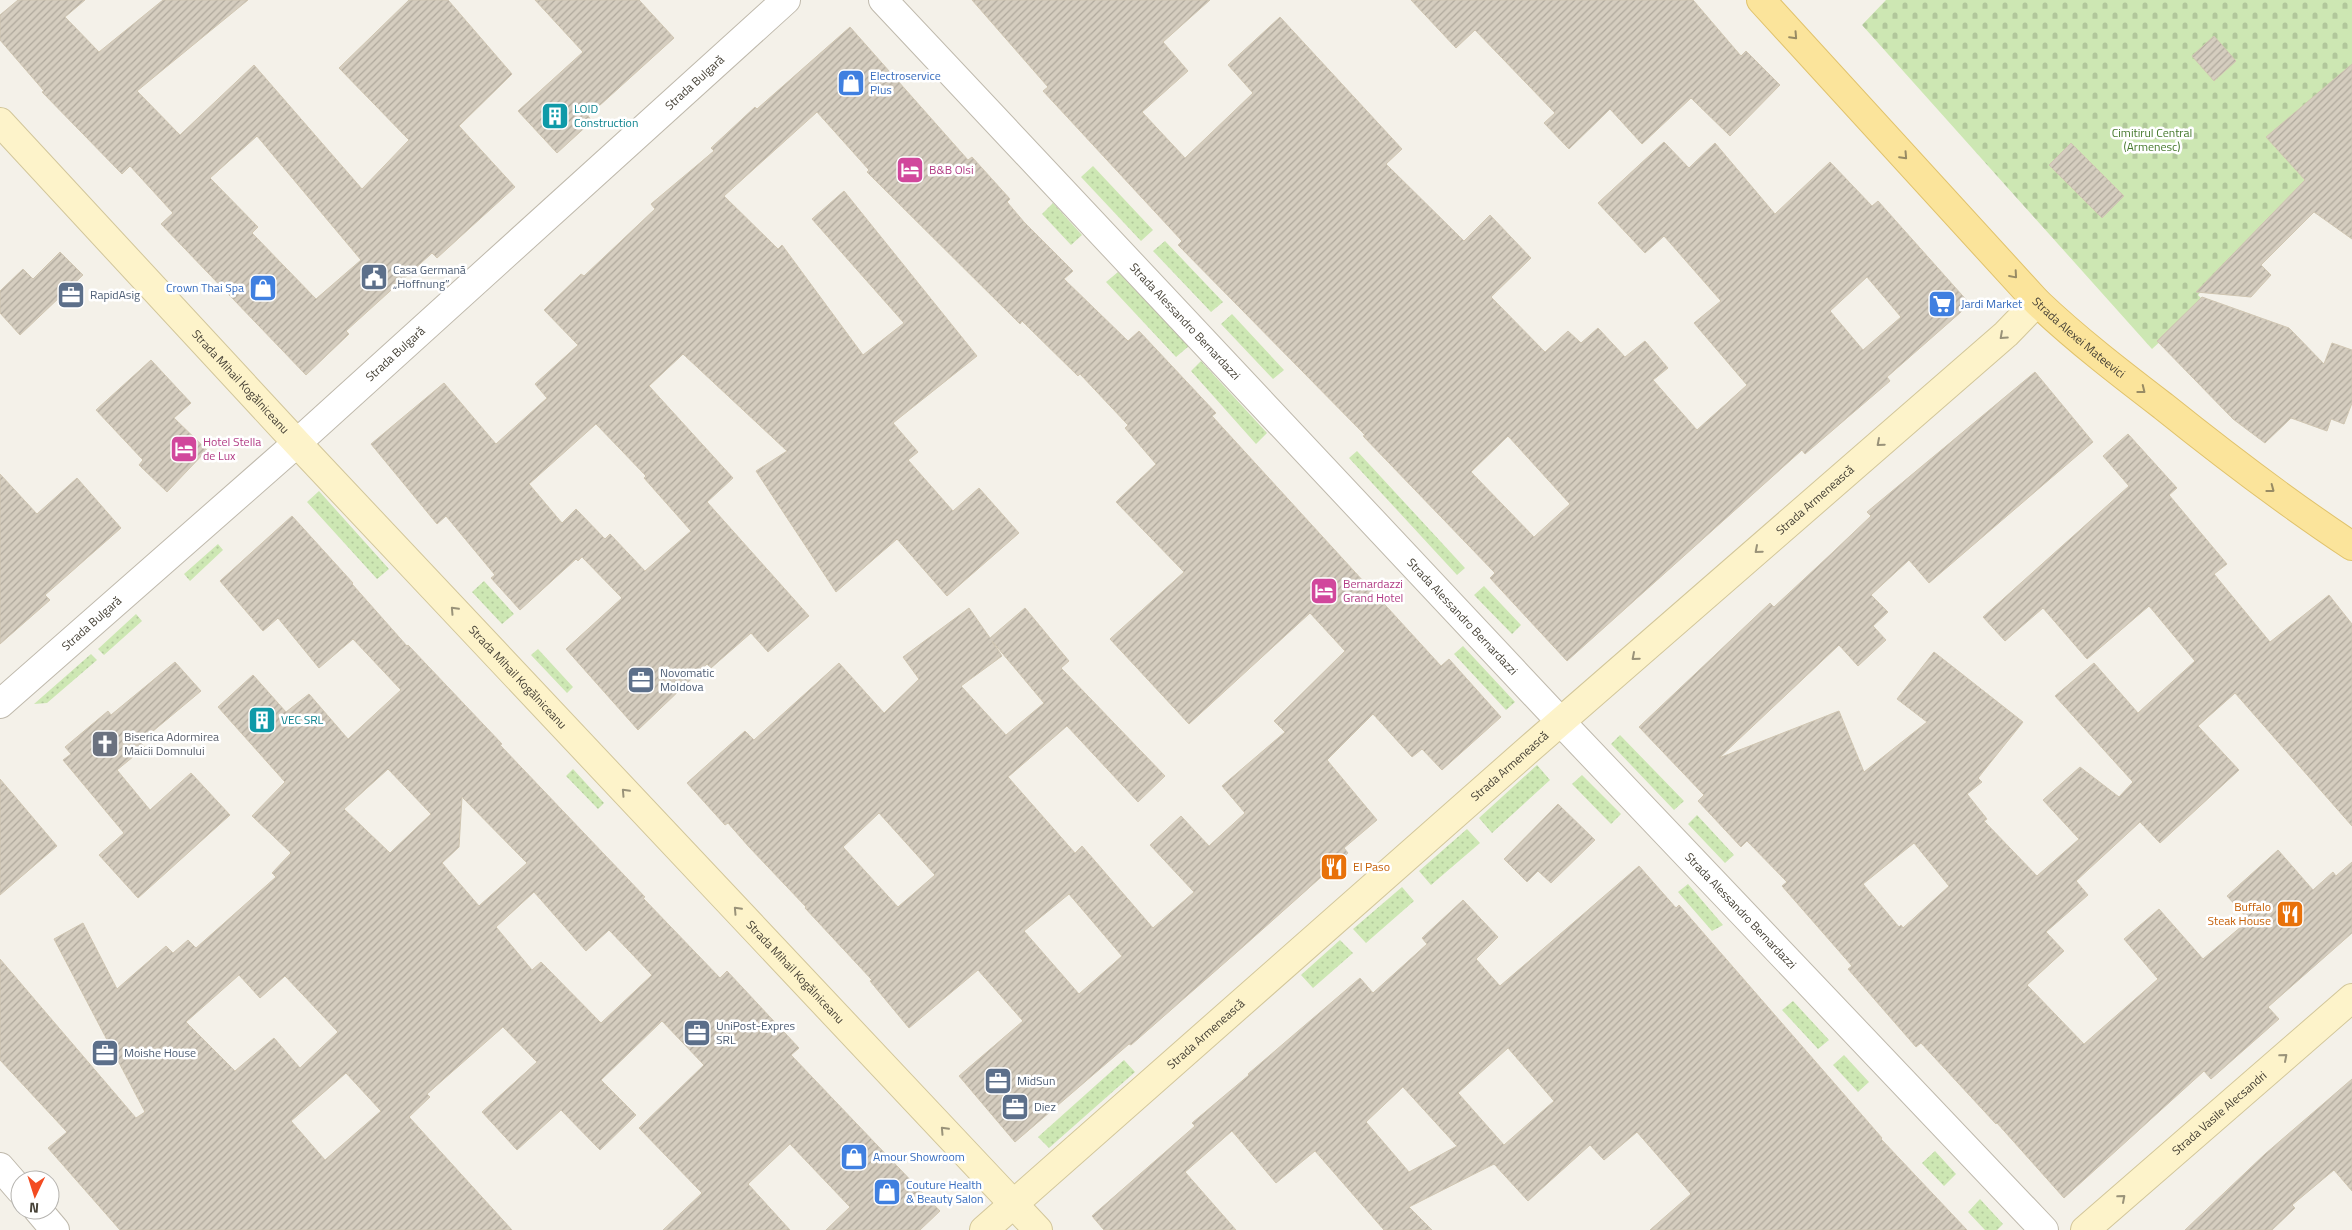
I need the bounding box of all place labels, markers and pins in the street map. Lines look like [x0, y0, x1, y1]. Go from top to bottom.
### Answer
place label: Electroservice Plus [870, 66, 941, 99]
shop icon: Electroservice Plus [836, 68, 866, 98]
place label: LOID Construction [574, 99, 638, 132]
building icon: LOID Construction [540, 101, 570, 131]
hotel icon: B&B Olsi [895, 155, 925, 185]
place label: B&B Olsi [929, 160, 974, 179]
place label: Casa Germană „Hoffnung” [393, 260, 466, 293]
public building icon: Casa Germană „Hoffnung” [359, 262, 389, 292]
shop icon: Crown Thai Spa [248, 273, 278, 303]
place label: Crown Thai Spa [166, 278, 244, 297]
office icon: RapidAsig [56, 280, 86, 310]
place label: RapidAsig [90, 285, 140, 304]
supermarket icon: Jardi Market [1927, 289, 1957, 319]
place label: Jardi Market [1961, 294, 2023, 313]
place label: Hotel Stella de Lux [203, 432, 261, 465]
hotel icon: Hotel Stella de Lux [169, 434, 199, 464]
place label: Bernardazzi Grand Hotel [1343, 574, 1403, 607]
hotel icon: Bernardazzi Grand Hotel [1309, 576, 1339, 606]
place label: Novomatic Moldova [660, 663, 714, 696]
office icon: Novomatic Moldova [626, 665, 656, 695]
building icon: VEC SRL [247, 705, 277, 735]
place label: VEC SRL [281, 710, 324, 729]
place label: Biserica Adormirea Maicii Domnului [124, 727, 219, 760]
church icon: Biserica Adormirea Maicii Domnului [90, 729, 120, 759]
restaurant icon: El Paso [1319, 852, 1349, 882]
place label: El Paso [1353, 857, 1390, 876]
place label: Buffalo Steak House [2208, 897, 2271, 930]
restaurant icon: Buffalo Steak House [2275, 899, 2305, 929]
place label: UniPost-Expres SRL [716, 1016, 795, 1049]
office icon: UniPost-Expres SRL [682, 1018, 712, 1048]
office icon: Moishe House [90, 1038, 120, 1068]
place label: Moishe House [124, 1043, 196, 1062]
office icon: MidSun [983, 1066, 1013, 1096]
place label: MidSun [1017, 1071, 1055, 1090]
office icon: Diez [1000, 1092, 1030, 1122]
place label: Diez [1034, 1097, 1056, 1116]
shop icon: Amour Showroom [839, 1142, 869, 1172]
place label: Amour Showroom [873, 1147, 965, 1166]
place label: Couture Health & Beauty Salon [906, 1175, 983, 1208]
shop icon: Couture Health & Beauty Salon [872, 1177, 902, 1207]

● ● ●

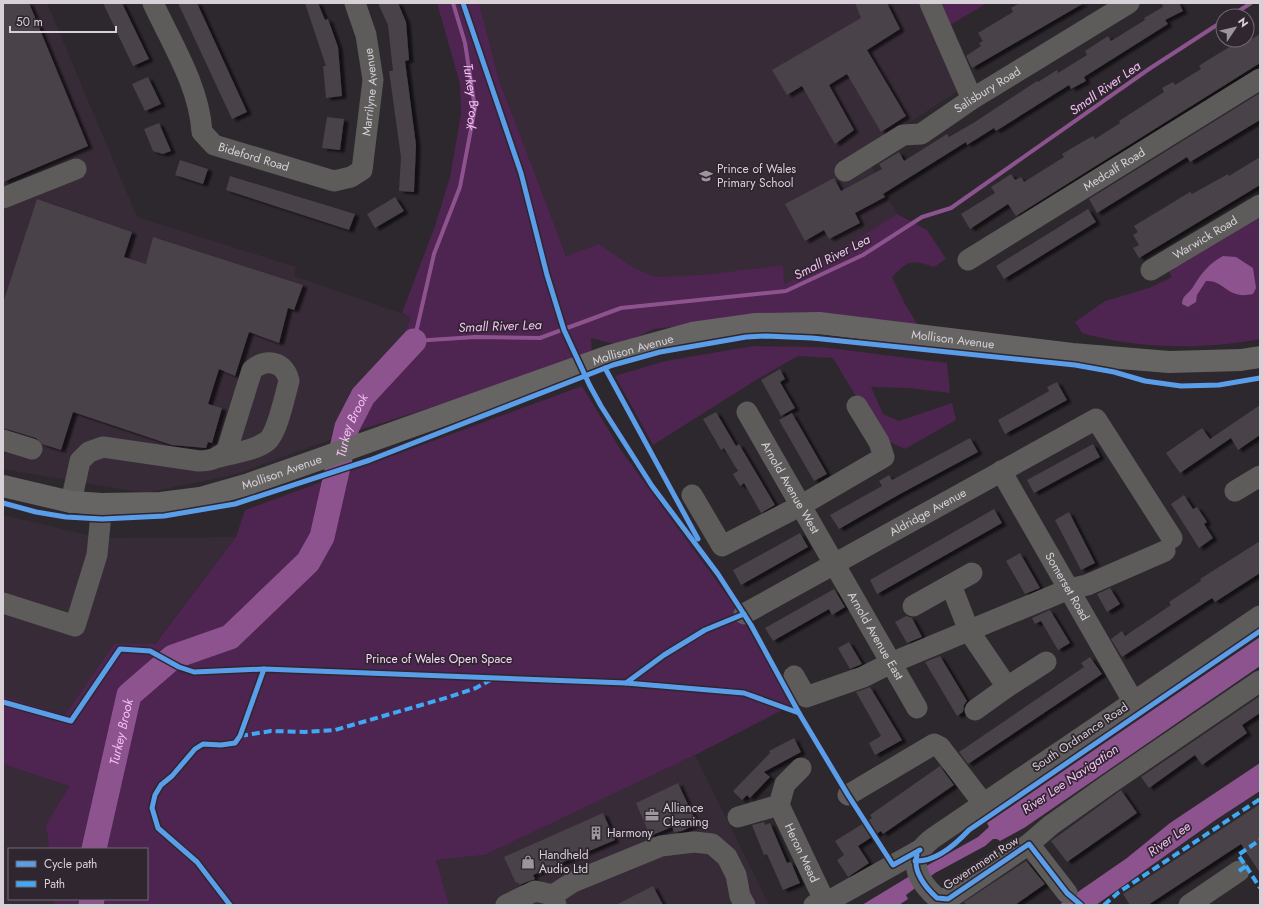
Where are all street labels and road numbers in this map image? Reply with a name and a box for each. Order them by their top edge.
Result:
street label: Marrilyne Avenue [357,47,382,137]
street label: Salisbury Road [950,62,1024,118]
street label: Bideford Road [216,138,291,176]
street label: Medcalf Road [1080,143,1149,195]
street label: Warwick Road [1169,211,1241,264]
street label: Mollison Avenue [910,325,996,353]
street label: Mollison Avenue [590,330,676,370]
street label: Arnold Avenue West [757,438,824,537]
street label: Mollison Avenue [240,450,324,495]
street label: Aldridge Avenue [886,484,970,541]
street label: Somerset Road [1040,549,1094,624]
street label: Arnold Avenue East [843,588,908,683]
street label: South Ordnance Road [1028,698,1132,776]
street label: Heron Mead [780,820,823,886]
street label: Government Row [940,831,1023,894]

● ● ●

▸ Task requirements
Look for the word "labels" in every line of the listing and copy the lines that have it.

▸ Output of the exercise
I need the bounding box of all place labels, markers and pins in the street map. Lines look like [x0, y0, x1, y1]. Go from top to bottom.
Where are all street labels and road numbers in this map image? Reply with a name and a box for each. Order them by their top edge.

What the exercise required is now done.